As a physician and lifelong Republican, I hold dear two values: my patients always come first, and the government doesn’t belong in my practice. For decades, I and many of my Texas physician colleagues have counted on conservative lawmakers to protect our businesses from government intrusion, including rate setting, and needless regulation and bureaucracy. Private markets, free enterprise, and competition are fundamental for thriving physician practices and for robust access to care and patient choice.

What’s happening at the Texas Capitol right now is a deviation from that legacy.

State lawmakers are considering a pair of bills (Senate Bill 207 and House Bill 1617) that will eviscerate current state law, completely upending the civil litigation process for injured Texans, burdening physicians with invasive discovery and unfounded challenges to their medical judgment, and making it much more difficult for injured Texans to get essential healing and restorative care. What makes no sense is that both bills are authored by long-time conservative leaders.

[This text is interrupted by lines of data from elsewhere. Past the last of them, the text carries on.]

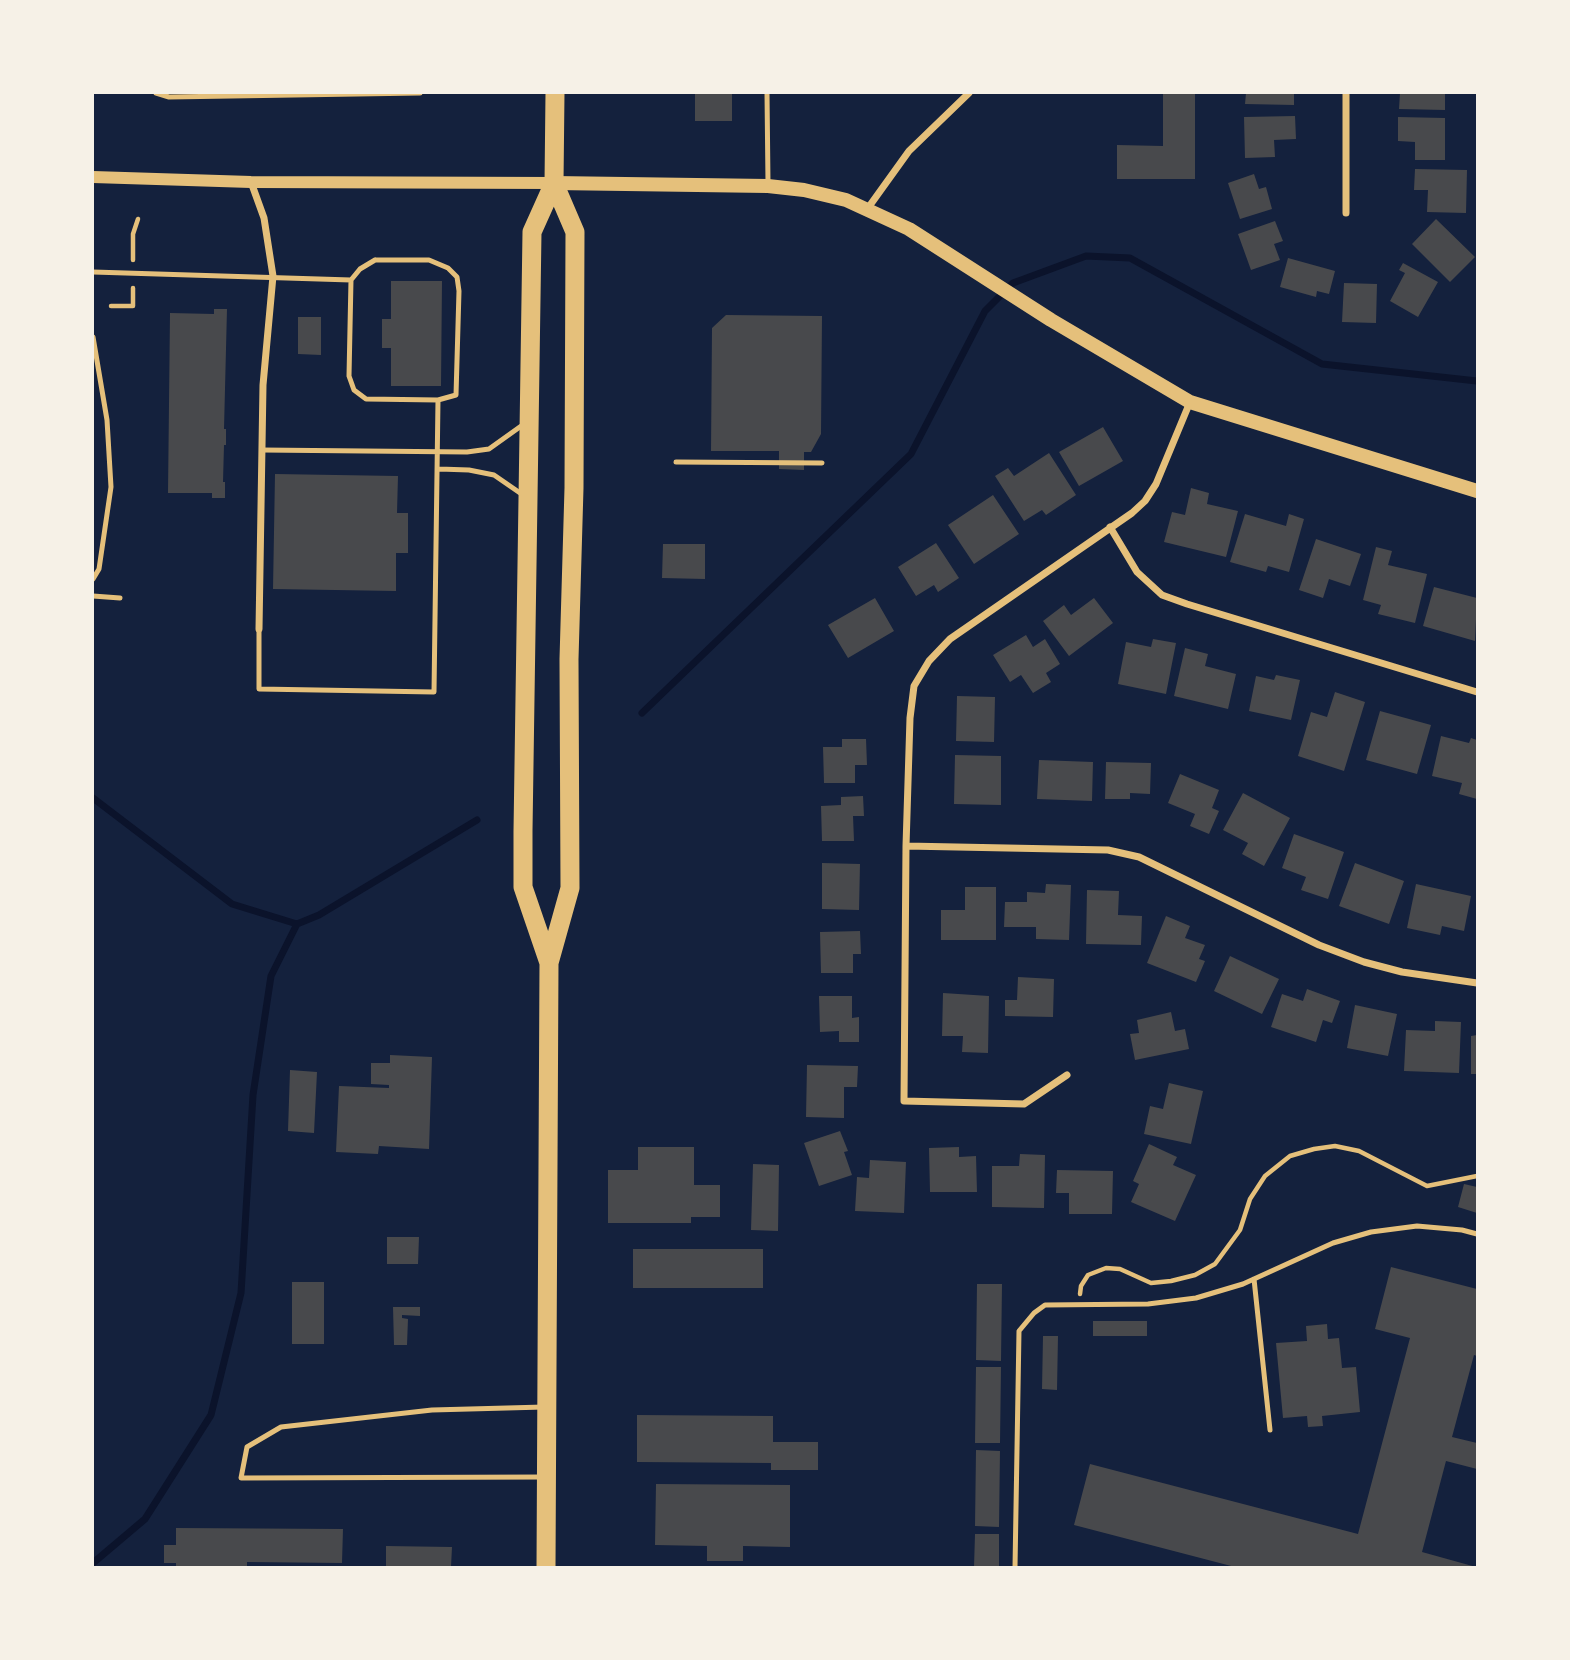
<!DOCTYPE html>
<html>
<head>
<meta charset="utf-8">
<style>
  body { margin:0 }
  #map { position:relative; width:1570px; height:1660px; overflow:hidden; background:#14213d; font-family:Lato,sans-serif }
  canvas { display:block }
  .frame { position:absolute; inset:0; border:94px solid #f6f1e7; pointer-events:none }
</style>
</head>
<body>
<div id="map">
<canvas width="1570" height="1660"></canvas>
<div class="frame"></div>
</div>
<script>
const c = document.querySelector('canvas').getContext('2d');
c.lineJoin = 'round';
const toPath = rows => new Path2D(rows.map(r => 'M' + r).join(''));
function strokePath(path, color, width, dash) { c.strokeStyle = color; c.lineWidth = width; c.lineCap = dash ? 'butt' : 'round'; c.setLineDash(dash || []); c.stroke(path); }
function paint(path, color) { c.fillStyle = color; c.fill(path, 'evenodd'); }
strokePath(toPath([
  [642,713,911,454,985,311,1013,283,1086,256,1130,258,1322,364,1477,381],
  [93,798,232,904,297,924,319,915,477,820],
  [93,1563,145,1519,211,1415,241,1293,253,1095,271,976,297,924]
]), '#0b132b', 7);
paint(toPath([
  [695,93,732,93,732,121,695,121],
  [1163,93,1195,93,1195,179,1117,179,1117,145,1163,146],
  [1246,93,1294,93,1294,105,1245,104],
  [1400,93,1445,93,1445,110,1399,109],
  [1295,116,1296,139,1274,140,1275,157,1245,158,1244,117],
  [1398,117,1445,118,1445,160,1415,160,1415,142,1398,141],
  [1415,169,1467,170,1466,213,1427,212,1428,190,1414,190],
  [1254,174,1259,189,1266,187,1272,209,1240,219,1228,183],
  [1436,219,1475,257,1450,282,1412,244],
  [1275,221,1283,241,1274,244,1280,260,1251,270,1238,234],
  [1288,258,1335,271,1329,294,1317,291,1316,297,1280,287],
  [1403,263,1438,282,1418,317,1390,301,1405,273,1399,270],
  [391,281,442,281,441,386,391,386,391,348,382,348,382,319,391,319],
  [1344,283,1377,284,1376,323,1342,322],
  [214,309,227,309,224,429,226,429,226,445,224,445,223,482,225,482,225,498,212,498,212,493,168,493,170,313,214,314],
  [726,315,822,316,821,434,811,452,804,452,804,470,779,469,779,451,711,451,712,328],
  [298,317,321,317,321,355,298,354],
  [1103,427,1123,461,1079,486,1059,452],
  [1049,453,1076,495,1046,515,1042,510,1024,521,995,476,1008,468,1014,476],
  [275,474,398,476,397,513,408,513,408,553,396,553,396,591,273,589],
  [1191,488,1209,493,1207,504,1238,511,1226,557,1164,542,1172,512,1185,515],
  [993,495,1019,534,974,564,948,525],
  [1245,514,1286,526,1289,514,1304,519,1289,572,1268,566,1266,572,1230,562],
  [1316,539,1361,554,1350,586,1329,579,1323,598,1299,590],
  [936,543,959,578,938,592,934,585,916,596,898,567],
  [663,544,705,544,705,579,662,578],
  [1376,547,1392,551,1388,565,1427,574,1415,623,1378,614,1381,605,1363,600],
  [1434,587,1477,598,1475,641,1423,626],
  [875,598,894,631,848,658,828,625],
  [1094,598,1113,623,1069,656,1043,621,1064,605,1071,615],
  [1026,635,1033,647,1045,639,1060,664,1046,673,1051,682,1033,693,1021,675,1010,682,993,655],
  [1153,639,1176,643,1166,694,1118,684,1126,642,1151,647],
  [1185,648,1208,654,1205,666,1236,674,1228,709,1174,696],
  [1276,675,1300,680,1291,720,1249,711,1256,676,1274,680],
  [1335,692,1365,702,1344,771,1298,756,1311,712,1327,717],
  [957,696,995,697,994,742,956,741],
  [1380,711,1431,725,1417,774,1366,760],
  [1441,736,1469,743,1471,738,1477,740,1477,799,1459,794,1462,783,1432,776],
  [842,739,866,739,867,765,855,765,855,783,824,783,823,747,842,747],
  [955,755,1001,756,1001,805,954,804],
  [1039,760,1093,762,1092,801,1037,799],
  [1106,762,1151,763,1150,794,1130,793,1130,799,1105,799],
  [1180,774,1219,790,1212,808,1219,811,1209,834,1190,826,1195,814,1168,803],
  [1243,793,1290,818,1264,866,1242,854,1248,843,1223,830],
  [863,796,864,816,853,816,854,841,822,841,821,806,841,805,841,797],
  [1294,834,1344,852,1328,899,1301,890,1306,877,1282,868],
  [822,863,860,864,859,910,822,909],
  [1355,863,1404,881,1389,924,1339,906],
  [1046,884,1071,885,1069,940,1036,939,1036,927,1004,927,1005,902,1027,902,1027,892,1045,893],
  [1416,884,1471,896,1464,931,1442,926,1440,935,1407,928],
  [965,887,996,887,996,940,941,940,941,910,965,910],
  [1087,890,1119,891,1118,915,1142,916,1141,945,1086,944],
  [1166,916,1190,926,1185,938,1205,945,1199,959,1205,961,1196,982,1147,963],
  [860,931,861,954,853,954,853,973,821,973,820,932],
  [1230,956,1279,979,1262,1014,1214,991],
  [1018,977,1054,979,1053,1017,1005,1016,1005,1000,1017,1000],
  [1307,989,1340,1001,1332,1023,1323,1020,1316,1042,1271,1027,1282,994,1303,1001],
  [943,993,989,996,988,1053,962,1052,963,1036,942,1036],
  [819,996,852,996,852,1018,859,1017,859,1042,839,1042,839,1031,820,1032],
  [1355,1005,1397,1014,1388,1056,1347,1048],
  [1171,1012,1175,1031,1185,1029,1189,1049,1135,1060,1130,1034,1139,1033,1137,1020],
  [1435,1021,1461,1022,1459,1073,1404,1071,1406,1030,1435,1031],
  [1477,1035,1477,1074,1471,1074,1471,1036],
  [390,1055,432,1057,429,1149,379,1146,378,1154,336,1152,339,1086,389,1088,389,1085,371,1084,371,1063,390,1063],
  [807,1065,858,1066,857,1087,844,1087,844,1118,806,1117],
  [290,1070,317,1072,314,1133,288,1131],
  [1169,1083,1203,1091,1191,1144,1144,1134,1150,1106,1163,1109],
  [840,1131,848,1151,844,1152,852,1175,819,1186,804,1143],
  [1149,1144,1177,1157,1173,1165,1196,1175,1175,1221,1131,1202,1139,1184,1133,1181],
  [638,1147,694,1147,694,1185,720,1185,720,1217,691,1217,691,1223,608,1223,608,1170,638,1170],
  [959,1147,959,1157,976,1156,977,1192,930,1192,929,1148],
  [1020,1154,1045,1155,1044,1208,992,1207,992,1166,1019,1166],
  [870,1160,906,1162,904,1213,855,1211,857,1177,869,1178],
  [753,1164,779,1165,778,1231,751,1230],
  [1057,1170,1113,1171,1112,1214,1069,1214,1069,1193,1056,1193],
  [1464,1184,1477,1187,1477,1213,1458,1207],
  [387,1237,419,1237,418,1264,387,1264],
  [633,1249,763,1249,763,1288,633,1288],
  [1391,1267,1477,1289,1477,1356,1474,1355,1452,1437,1477,1443,1477,1469,1446,1461,1422,1552,1476,1567,1235,1567,1074,1525,1090,1464,1358,1534,1410,1338,1375,1329],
  [292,1282,324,1282,324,1344,292,1344],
  [977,1284,1002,1284,1001,1361,976,1360],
  [393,1307,420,1307,420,1316,402,1315,402,1318,408,1319,407,1345,394,1345],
  [1093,1321,1147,1321,1147,1336,1093,1336],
  [1327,1324,1328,1339,1339,1338,1342,1368,1356,1367,1360,1412,1322,1416,1323,1426,1308,1427,1307,1416,1283,1418,1276,1343,1307,1341,1306,1326],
  [1043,1336,1058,1336,1057,1390,1042,1389],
  [976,1367,1001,1367,1000,1443,975,1443],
  [637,1415,773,1416,773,1442,818,1442,818,1470,771,1470,771,1463,637,1462],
  [976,1450,1000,1451,999,1527,975,1526],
  [656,1484,790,1485,790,1547,743,1546,743,1561,707,1561,707,1546,655,1545],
  [176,1528,343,1529,342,1563,247,1562,247,1567,176,1567,176,1563,164,1563,164,1545,176,1545],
  [975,1534,999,1534,999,1567,974,1567],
  [386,1546,452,1547,451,1567,386,1567]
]), '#48494c');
strokePath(toPath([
  [133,260,133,234,138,219],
  [111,306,133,306,133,288],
  [1080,1294,1081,1286,1088,1275,1106,1268,1120,1269,1151,1283,1171,1281,1195,1275,1215,1264,1240,1230,1250,1199,1265,1176,1290,1156,1314,1149,1335,1146,1359,1151,1427,1186,1477,1176]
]), '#e5c07b', 4.5);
strokePath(toPath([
  [156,93,169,97,420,93],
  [767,93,768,183],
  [375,260,429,260,448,268,457,277,459,291,456,395,438,400,366,399,354,390,349,376,351,280,360,269,375,260],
  [93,272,351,280],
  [93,337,107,420,111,487,99,569,93,579],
  [262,450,467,452,489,449,524,424],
  [676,462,822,463],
  [439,469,469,470,494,475,523,495],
  [93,596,120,598],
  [259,629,259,689,434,692,438,400],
  [1254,1279,1270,1430],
  [544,1477,241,1478,247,1447,281,1427,432,1410,544,1407],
  [1015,1567,1019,1331,1034,1313,1045,1305,1148,1304,1196,1298,1243,1284,1333,1243,1371,1232,1417,1226,1462,1230,1477,1234]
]), '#e5c07b', 5);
strokePath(toPath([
  [251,182,264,218,273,276,263,385,259,629],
  [868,208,909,151,969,93],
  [1346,213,1346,93],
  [1110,527,1137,572,1162,595,1187,604,1477,692],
  [906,846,1108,850,1139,857,1319,945,1364,962,1402,972,1477,983],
  [1067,1075,1024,1104,904,1101,906,846,910,718,914,686,929,661,950,639,1132,513,1145,501,1156,484,1190,402]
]), '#e5c07b', 7);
strokePath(toPath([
  [93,177,251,182,554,183]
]), '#e5c07b', 12);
strokePath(toPath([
  [554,183,768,186,804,190,846,200,909,229,1051,320,1190,402,1477,491]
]), '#e5c07b', 14);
strokePath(toPath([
  [549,963,523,887,523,831,532,232,554,183,555,93],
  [546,1567,549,963,570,888,569,659,574,488,575,232,554,183]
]), '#e5c07b', 19);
</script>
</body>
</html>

The bills are complex. But at their core they give insurance companies more power to dispute a physician’s judgment of medical necessity and to challenge his or her charges for care and treatment. They unfairly put physicians on the defensive, requiring them to justify their expertise and decision-making when we have done nothing but open our practices to those who are injured to help them heal, alleviate their pain, and restore their function. They require physicians to spend more time in court than in the operating room or the exam room, where they are most needed.

The version being considered by the Texas House also holds physicians hostage by exempting them from the abusive discovery of private information and baseless challenges to their medical judgment and charges only if they accept payments equal to a percentage of reimbursement set by the workers’ compensation program. These rates are set by the government and do not cover health care professionals’ costs for actually providing care.

These are not conservative values.

Should the bills become law, insurance companies will score yet another victory over physicians and our patients and put Texas on a path to a health care system that artificially determines physician payment amounts, rather than letting the market decide. More physicians will close their practices or leave the state altogether because of the time and costs associated with defending their medical judgment from the opinion of insurance companies and a race to the bottom for physician payment. Texas will become the last place specialists like myself and other orthopedists, surgeons, neurologists, and anesthesiologists/pain management experts will choose to practice.

We all lose if these misguided bills become law. Every physician in Texas should take note of the strange turn of events in Austin and call their lawmakers and remind them of the conservative values that make Texas the best state in which to practice medicine.

Brian Reece, M. D. is an orthopedic specialist and owner of the West Texas Spine Institute in Odessa.